ピンボール・ドライブの熟成。 | 音楽食堂 しゃちょの生きているといふこと。

ピンボール・ドライブの熟成。

やはり、周年祭ファイナルで深く心に刻まれたことの一つ、[ピンボール・ドライブ]のことを記しておこうと思う。






音楽食堂10年の周年祭という、なんとはなしに姑息な呼びかけに応えるようにして、まさかのフルメンバーで復活した[ピンボール・ドライブ]は、それだけで感涙ものだった訳だけれど、それは、当時を知る者たちにとって、共通に湧き上がる高揚具合だったのではあるまいか・・・。



あの頃、音楽食堂で開催したワンマンを初め、100人の集客が当たり前だった彼らのライブは、時折催される何かのお祭りみたいにして音楽食堂を熱狂させていたんだっけ。

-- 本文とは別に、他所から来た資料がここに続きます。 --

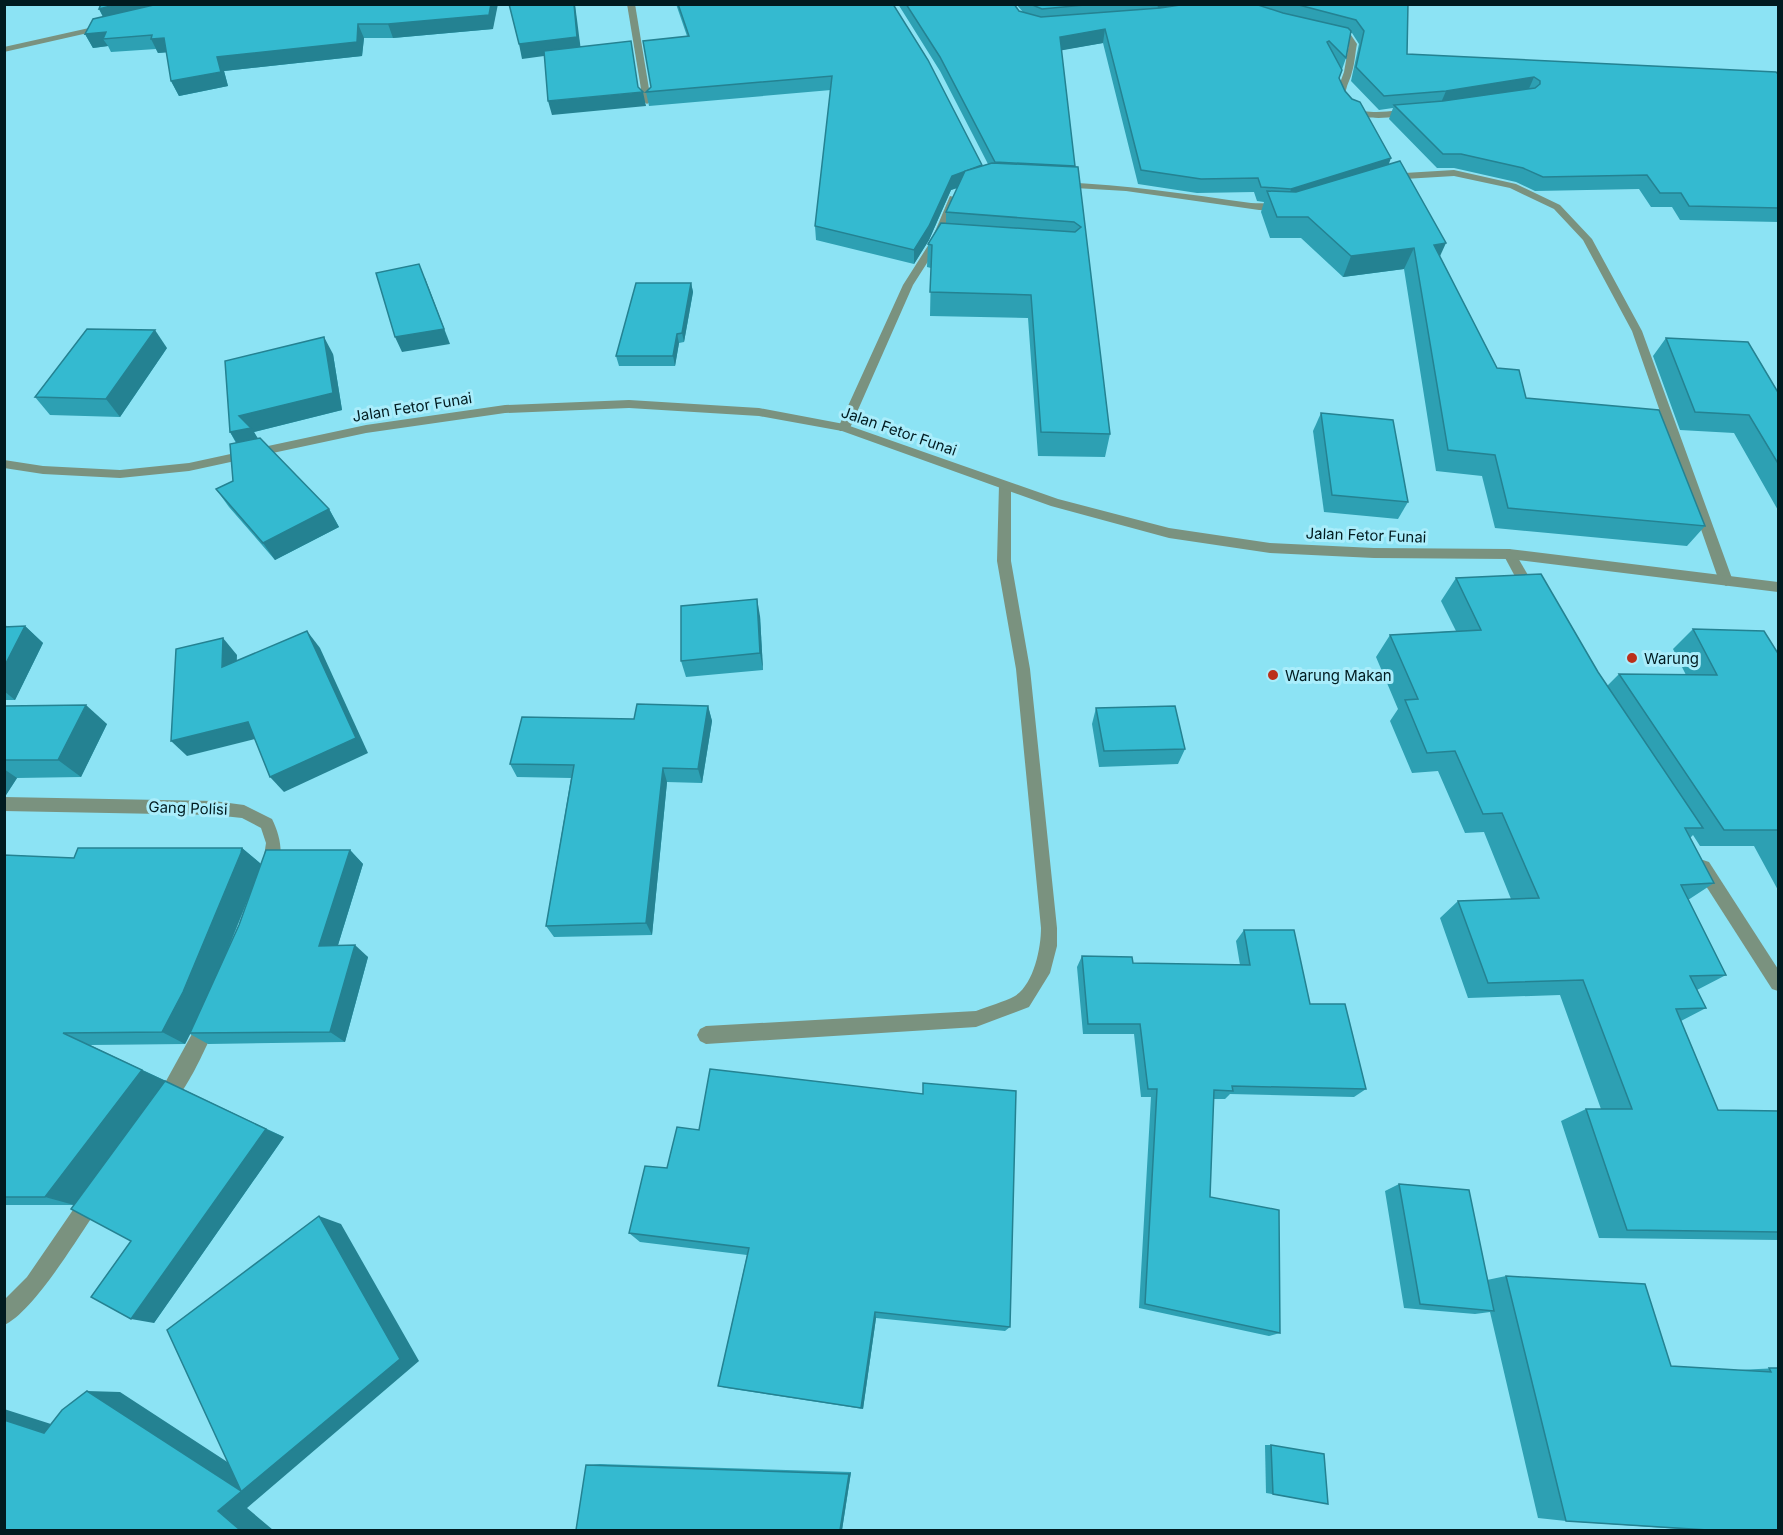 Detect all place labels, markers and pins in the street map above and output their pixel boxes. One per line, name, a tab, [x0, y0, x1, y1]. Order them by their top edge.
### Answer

音楽食堂で繰り返された躍動と熱狂、新宿MARZ活動休止ライブでの聴衆一人一人を確認するように見渡していた[陽一郎]の佇まいを、今改めて想い出す訳だけれど、あの頃を知る者たちは、みんな漏れ無く5年という歳月をそれぞれに生き、共通だった当時の想いでを噛みしめるようにして再び音楽食堂に集ったのに違いない。






おれは、リハーサル中、早速人知れずひと泣きした。



ブランクを感じさせぬどころか、直ぐ様そこに確認したのは「熟成」であって、メンバーそれぞれがそれぞれに生きた5年間の生きざまは、長かったはずのブランクなど何するものぞであったのやも解らず、それを埋めることは、案外容易かったのかも知れない。



まずは、目の当たりにしたその光景に驚いた。









そして、迎えた本番・・・。



あの頃と同じ[ピンボール・ドライブ]のSEが響き渡るや、そこからは、まるで当時にタイムスリップしたかのような光景が展開されて行った。



音楽食堂 しゃちょの生きているといふこと。



あからさまに変わったのは、[岡本さん]と[さとシックス]の立ち位置くらいか・・・。



演奏曲の全てが懐かしく、そして新鮮だった。



かつてなかった人間味が加わった[ピンボール・ドライブ]は、それを大きな武器として、聴衆の胸を突き刺し、抉った。



そこに感じた「熟成」には、確かな理由があった。



それは、離ればなれとなっていたメンバー各々の経験と成長がもたらせたバンドとしては当然のスキルアップだったように思う。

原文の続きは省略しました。